Segment Start: Exercise material

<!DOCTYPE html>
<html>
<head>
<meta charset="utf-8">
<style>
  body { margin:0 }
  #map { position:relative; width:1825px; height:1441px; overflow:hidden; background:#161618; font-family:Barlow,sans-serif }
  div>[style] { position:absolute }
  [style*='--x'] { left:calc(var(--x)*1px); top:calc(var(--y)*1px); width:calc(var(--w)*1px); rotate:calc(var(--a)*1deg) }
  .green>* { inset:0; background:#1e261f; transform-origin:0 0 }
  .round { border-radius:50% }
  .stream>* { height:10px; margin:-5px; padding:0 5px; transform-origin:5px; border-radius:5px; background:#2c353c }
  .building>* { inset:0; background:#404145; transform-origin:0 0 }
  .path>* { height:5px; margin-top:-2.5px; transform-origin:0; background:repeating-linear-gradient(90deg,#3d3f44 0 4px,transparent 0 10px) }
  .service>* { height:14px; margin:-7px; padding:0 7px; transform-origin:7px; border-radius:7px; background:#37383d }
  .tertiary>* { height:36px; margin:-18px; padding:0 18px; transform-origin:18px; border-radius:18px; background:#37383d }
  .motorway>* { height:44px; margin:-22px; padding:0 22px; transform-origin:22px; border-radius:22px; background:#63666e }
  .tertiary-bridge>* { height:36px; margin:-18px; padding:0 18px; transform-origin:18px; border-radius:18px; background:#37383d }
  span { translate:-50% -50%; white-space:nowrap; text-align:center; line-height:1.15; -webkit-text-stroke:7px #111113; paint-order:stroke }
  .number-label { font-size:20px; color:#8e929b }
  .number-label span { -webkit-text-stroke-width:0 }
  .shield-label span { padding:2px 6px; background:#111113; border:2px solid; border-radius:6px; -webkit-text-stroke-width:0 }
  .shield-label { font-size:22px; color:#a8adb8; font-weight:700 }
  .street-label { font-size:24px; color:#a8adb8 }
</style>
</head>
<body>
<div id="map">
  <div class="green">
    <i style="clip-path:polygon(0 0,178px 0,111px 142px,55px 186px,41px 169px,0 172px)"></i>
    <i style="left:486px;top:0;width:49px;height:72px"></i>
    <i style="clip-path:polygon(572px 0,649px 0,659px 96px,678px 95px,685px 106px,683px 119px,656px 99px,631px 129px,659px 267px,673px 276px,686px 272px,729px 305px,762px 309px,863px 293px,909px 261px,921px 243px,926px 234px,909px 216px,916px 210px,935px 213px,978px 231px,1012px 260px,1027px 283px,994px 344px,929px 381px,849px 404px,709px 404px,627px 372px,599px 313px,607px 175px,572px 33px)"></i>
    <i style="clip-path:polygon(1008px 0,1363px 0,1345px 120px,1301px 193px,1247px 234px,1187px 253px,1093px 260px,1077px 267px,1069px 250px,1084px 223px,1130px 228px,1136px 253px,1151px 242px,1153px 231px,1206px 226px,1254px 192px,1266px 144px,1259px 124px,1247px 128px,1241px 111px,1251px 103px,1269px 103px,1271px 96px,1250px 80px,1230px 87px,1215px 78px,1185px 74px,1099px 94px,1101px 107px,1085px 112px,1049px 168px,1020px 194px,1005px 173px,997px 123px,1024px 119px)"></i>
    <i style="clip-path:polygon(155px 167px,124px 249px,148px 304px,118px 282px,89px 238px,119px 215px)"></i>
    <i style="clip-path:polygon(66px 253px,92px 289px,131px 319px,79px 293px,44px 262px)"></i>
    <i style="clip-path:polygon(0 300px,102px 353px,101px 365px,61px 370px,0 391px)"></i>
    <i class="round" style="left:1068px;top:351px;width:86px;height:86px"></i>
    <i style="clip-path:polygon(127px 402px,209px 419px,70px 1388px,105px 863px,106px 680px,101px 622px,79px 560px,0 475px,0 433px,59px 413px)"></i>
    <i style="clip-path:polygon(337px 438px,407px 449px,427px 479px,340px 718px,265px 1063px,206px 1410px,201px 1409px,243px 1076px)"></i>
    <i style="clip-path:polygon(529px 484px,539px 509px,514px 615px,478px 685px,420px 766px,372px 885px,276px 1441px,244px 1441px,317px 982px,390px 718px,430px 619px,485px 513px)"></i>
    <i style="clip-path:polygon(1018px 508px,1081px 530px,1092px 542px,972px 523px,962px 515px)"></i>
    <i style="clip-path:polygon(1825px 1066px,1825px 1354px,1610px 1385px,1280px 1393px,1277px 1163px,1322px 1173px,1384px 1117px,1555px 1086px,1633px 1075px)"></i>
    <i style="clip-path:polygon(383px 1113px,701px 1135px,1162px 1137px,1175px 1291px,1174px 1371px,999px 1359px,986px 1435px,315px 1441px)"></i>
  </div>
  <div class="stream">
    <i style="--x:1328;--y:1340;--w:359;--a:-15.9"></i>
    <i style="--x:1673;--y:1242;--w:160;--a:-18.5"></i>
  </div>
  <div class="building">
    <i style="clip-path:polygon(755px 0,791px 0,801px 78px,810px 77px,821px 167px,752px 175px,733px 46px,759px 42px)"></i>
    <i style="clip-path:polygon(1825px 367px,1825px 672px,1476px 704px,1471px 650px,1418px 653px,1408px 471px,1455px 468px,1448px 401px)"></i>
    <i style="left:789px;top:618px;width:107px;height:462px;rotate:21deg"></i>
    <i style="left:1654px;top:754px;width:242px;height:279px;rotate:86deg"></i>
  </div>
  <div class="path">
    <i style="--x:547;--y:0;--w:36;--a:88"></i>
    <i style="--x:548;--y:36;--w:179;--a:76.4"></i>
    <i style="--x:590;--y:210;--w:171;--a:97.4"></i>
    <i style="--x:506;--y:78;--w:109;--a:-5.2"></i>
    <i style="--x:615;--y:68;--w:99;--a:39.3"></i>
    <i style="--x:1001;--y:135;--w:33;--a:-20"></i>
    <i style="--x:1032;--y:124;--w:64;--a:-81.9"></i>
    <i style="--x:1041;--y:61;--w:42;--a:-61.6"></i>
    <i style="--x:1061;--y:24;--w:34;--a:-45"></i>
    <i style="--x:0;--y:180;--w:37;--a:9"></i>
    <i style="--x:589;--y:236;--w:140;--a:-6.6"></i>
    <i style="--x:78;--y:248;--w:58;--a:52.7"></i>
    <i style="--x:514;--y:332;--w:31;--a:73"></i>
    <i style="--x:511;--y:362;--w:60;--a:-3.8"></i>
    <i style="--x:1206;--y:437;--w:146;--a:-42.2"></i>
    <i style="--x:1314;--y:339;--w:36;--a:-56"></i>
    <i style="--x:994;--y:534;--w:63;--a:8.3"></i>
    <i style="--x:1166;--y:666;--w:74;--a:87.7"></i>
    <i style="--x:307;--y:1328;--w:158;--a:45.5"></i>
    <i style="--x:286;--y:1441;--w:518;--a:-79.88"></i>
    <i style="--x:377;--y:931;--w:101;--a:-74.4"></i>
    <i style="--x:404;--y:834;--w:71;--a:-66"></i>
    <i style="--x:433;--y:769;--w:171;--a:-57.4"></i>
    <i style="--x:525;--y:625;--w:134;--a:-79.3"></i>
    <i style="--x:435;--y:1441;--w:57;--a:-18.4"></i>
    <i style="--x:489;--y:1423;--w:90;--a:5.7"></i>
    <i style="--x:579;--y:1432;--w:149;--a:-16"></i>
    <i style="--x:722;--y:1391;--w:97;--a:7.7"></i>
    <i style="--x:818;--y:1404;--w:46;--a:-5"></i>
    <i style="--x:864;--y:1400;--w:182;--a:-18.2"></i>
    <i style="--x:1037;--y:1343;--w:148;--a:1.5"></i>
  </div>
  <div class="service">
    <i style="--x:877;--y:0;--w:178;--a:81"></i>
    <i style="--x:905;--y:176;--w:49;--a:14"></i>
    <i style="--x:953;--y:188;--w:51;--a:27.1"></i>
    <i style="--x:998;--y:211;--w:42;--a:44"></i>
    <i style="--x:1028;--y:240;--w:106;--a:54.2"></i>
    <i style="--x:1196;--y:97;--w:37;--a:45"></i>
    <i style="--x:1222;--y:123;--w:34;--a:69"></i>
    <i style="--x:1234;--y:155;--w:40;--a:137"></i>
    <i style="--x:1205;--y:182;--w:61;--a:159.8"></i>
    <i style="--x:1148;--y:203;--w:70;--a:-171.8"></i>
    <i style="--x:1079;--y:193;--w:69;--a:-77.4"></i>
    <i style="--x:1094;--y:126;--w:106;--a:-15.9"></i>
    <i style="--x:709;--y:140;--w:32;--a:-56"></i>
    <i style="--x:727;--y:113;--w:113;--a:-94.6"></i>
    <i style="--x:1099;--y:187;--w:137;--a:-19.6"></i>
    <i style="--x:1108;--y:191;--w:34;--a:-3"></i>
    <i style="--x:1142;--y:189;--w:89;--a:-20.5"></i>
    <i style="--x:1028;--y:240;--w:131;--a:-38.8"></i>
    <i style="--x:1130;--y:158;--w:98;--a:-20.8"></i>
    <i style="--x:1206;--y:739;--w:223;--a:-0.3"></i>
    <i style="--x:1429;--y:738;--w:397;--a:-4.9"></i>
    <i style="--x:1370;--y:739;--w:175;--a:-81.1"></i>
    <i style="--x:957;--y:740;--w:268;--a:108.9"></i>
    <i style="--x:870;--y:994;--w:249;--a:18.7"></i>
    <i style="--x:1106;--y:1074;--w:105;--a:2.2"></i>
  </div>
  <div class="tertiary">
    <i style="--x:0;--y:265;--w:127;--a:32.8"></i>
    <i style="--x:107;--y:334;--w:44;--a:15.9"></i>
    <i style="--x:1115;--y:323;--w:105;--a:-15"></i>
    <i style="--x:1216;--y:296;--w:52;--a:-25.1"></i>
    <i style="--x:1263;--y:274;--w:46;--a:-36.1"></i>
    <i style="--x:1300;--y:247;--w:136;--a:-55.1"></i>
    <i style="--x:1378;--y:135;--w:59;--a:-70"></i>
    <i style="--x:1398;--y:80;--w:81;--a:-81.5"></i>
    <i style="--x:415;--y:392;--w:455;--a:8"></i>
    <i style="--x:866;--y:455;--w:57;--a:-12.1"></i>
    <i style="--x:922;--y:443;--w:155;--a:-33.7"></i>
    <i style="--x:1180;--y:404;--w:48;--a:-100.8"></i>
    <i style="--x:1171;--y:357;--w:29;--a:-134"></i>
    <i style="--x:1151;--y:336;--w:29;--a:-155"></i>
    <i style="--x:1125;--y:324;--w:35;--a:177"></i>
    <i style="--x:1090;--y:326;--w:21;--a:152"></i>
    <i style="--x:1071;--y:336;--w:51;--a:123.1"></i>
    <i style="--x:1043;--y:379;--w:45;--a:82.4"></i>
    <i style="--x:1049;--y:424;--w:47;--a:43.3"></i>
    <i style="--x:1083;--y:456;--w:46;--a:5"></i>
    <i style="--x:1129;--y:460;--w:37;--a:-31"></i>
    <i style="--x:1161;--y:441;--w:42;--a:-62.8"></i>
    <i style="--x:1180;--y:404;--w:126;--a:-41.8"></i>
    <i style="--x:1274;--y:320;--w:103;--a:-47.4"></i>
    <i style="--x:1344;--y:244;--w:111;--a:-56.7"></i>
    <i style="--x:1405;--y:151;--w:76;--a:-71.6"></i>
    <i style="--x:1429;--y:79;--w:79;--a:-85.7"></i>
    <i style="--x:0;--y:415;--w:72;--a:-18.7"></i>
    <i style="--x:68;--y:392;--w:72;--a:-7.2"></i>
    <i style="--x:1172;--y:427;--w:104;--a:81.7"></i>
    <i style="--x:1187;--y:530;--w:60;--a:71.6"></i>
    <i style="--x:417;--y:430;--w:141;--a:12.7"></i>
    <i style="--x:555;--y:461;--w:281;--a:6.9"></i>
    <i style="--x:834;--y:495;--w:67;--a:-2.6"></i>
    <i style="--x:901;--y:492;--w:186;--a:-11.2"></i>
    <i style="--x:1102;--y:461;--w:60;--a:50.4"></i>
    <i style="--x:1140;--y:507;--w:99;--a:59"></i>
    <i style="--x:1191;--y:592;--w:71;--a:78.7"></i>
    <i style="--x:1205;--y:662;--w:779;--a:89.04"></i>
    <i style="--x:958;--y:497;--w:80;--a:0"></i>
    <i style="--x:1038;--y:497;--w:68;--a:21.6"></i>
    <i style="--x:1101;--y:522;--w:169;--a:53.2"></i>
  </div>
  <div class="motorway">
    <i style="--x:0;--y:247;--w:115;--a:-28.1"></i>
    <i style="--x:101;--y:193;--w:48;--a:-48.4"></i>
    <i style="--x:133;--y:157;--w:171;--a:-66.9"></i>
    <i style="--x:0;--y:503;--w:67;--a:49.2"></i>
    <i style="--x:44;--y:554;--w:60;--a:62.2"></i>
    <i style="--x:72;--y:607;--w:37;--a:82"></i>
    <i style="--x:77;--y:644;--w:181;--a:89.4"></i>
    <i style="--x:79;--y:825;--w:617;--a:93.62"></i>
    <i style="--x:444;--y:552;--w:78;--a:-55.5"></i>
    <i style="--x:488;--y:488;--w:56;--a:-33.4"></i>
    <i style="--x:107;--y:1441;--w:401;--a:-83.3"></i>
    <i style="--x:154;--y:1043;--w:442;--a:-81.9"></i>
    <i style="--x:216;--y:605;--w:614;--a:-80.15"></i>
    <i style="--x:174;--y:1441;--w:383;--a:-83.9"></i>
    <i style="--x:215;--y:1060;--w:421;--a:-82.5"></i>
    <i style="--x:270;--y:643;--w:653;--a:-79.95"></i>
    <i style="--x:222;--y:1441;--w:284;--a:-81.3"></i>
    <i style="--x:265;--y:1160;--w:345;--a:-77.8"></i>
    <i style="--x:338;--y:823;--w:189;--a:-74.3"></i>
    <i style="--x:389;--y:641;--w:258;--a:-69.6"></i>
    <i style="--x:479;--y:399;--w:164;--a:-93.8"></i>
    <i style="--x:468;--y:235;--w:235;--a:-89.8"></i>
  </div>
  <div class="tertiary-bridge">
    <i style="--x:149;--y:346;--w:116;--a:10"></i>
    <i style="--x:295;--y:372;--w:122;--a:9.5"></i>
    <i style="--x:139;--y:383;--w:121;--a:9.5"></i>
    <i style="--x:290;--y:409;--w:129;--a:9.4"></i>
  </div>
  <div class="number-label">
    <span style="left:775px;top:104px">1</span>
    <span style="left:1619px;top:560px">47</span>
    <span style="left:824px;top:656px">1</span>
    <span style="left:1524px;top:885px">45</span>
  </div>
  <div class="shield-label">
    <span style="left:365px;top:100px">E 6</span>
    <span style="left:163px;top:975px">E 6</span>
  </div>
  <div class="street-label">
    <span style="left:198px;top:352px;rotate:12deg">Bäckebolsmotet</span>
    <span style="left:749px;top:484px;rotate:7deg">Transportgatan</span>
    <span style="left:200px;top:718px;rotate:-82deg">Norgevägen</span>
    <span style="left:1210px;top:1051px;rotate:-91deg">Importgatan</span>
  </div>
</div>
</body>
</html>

Segment End: Exercise material

- About this exercise -
All lines in the records above that contain "text" are to be reported.

- Answer box -
  span { translate:-50% -50%; white-space:nowrap; text-align:center; line-height:1.15; -webkit-text-stroke:7px #111113; paint-order:stroke }
  .number-label span { -webkit-text-stroke-width:0 }
  .shield-label span { padding:2px 6px; background:#111113; border:2px solid; border-radius:6px; -webkit-text-stroke-width:0 }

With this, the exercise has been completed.